Support for New Micros Needed As Economy Worsens
Oct 27th, 2008 | By Dawn R. Rivers | Category: EconomyIt’s looking pretty grim out there. A lot of microbusiness owners, watchers and advocates (myself included) were anticipating that microbusiness owners could cheerfully weather any credit crunch dealt by Wall Street, in light of the fact that microbusiness owners generally get by without access to credit under the best of circumstances. But as consumers pull back and businesses cut jobs in response, it’s looking like the economic weakness that started with the housing market collapse and seemed to culminate on Wall Street last month is not going to leave microbusinesses unscathed.
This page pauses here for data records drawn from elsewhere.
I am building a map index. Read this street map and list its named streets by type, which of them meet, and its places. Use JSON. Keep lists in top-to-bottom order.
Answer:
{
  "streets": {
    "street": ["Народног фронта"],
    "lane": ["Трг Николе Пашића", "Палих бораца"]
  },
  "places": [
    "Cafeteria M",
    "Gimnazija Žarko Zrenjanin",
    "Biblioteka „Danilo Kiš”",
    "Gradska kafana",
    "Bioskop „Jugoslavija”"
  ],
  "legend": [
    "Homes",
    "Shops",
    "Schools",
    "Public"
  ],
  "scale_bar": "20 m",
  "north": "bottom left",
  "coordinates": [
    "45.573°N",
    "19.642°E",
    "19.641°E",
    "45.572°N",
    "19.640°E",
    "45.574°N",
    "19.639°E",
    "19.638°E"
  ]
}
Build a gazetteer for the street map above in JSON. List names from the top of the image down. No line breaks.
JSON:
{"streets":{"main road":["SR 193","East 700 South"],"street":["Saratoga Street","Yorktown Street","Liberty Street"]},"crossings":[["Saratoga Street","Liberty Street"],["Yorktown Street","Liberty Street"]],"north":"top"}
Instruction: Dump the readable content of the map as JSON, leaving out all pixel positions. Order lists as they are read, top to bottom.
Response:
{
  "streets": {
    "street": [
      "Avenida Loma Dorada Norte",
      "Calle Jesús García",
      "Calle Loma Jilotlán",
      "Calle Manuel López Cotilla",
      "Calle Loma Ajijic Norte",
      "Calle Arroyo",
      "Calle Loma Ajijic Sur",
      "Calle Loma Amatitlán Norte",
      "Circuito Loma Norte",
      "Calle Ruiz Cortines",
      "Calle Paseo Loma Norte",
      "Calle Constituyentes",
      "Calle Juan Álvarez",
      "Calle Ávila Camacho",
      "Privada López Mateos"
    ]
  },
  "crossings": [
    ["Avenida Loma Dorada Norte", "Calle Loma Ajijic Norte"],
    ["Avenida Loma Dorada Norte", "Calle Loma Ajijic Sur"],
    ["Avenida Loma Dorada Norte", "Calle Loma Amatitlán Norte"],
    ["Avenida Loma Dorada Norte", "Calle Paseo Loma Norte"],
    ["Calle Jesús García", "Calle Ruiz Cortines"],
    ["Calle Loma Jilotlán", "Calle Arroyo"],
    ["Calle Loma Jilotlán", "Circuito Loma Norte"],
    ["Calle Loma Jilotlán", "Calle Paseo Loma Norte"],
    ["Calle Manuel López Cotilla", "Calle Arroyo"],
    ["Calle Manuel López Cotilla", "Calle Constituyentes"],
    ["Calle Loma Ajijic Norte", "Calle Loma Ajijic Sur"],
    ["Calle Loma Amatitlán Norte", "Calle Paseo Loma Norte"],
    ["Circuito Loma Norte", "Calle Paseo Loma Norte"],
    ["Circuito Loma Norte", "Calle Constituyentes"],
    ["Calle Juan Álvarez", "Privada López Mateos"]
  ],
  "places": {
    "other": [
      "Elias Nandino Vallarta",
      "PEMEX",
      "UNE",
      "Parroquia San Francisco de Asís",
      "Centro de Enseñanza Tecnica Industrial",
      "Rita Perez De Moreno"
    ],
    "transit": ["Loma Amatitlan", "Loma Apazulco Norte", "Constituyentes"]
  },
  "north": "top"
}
One unexplored effect of rising unemployment rates will probably be another surge in nonemployer numbers, such as we saw in the 2002-2005 period. Over the next few quarters, we’ll also find out whether microbusiness employers again are able to continuing hiring through most of a recession, making things not quite so bad for the labor market. And Congress is making noises about a lame duck session to hammer out another economic stimulus package. Will the consider that self-employment is supporting so many displaced workers and opt to support self-employment? Will they remember microbusinesses as recession period job creators and direct federal procurement dollars their way, to provide for a robust customer when all other customers will have closed their wallets? Probably not, but that is what is really needed.